Obviously, Football Index is a broader cocktail of things, with media and transfer speculation affecting price. They have their own risk management as well, whereas our market is a pure peer-to-peer marketplace, just like the stock market or Betfair. The value of players is purely on player performance; number two, this is a proper exchange – pure peer to peer.

The main feature the community is getting excited about is going short on players and being able to express an opinion on a player doing badly. Not in betting or fantasy can you ever express an opinion that a certain player actually won’t do well.

Do you think the ability to short players will appeal to everyone or perhaps narrow down the audience?

It’s one of those things where we understand the majority of users probably won’t engage on going short. If you look at Betfair’s data, it’s clear only 10% of the user base will ever lay a bet. Quite often, they’re the much larger users. We’ve been very conscious of the fact we want our product to have very wide mass market appeal. So, for a normal user, you wouldn’t even necessarily need to be aware you could go short on a player. But it’s just a feature for users who do want to engage with that. We want to replicate the growth story Betfair has had in the last few years. If you can’t go long and short, you will never get serious punters involved in that market.

How soon are you looking to branch out into other sports?

We obviously called it SportStack for a reason. The whole concept is scalable to cover any sport. All we need to do from a business side is create a scoring table for that sport. In terms of timings, it’ll be towards the end of next year we’ll look to move into other sports. From a tech perspective, there’s not much work to adopt a new sport and we’re going to let our users tell us what sport they want next.

From a business perspective, we’ve got our mind focused very much on what’s happening in the US. Fantasy sports is huge out there, the legality is moving in our favour and some of our investors are based on the East Coast, so we’ve got some good leads out there. We understand SportStack has huge potential for US fans.

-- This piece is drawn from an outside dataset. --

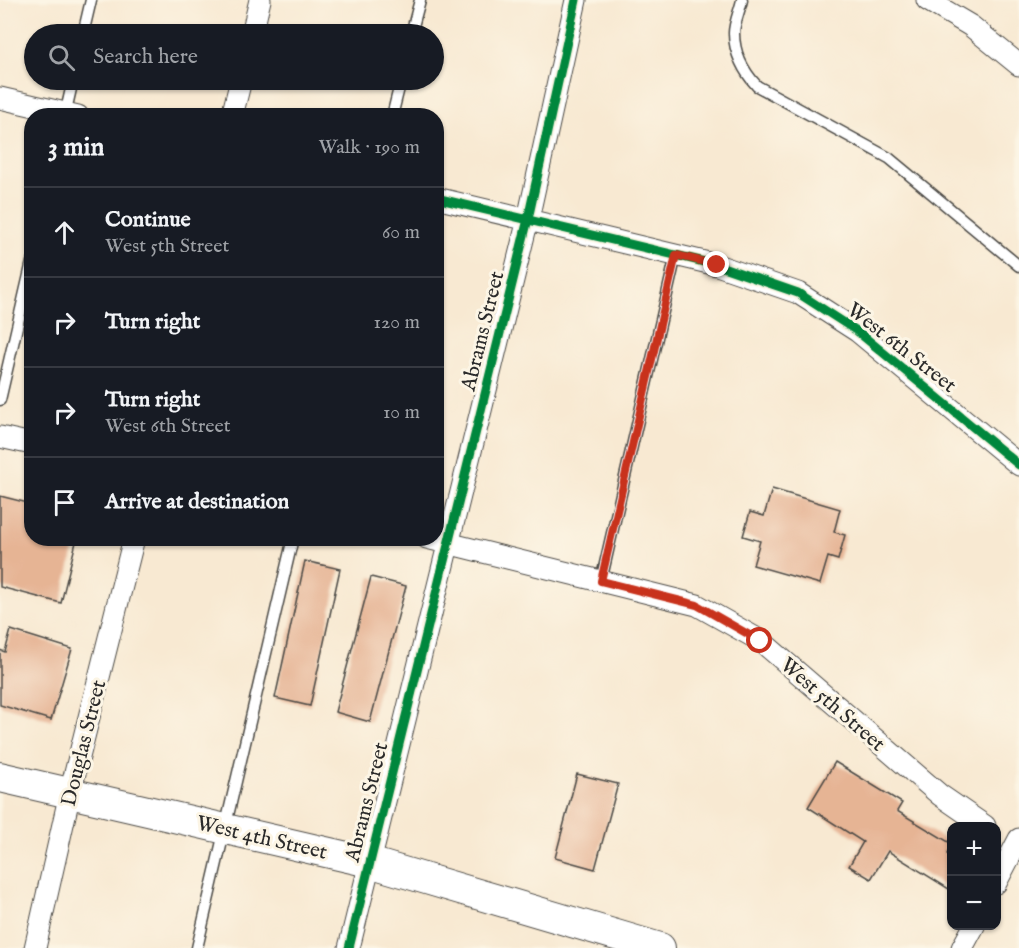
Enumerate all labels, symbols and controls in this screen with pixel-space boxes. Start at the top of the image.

On a personal note, was it purely passion for the product which drove you to leave Goldman Sachs and start SportStack?

It was definitely a big part of it; my Co-founder and I worked together and found it ironic we were essentially professional gamblers in suits betting on financial markets every day. We knew from the inside what we were doing was no different to what a lot of people do on sports. It’s purely perception, this archaic perception that financial markets are really sophisticated and sports are seedy and shouldn’t be respected in that way.

That’s absolutely not the case. It’s very much something that played on my mind for a few years: if you can speculate on virtual currencies and all these things now, why can’t you do the same on sports? When PASPA was overturned in the US, that was also a kind of sign from above that triggered us to take firm action and move quickly.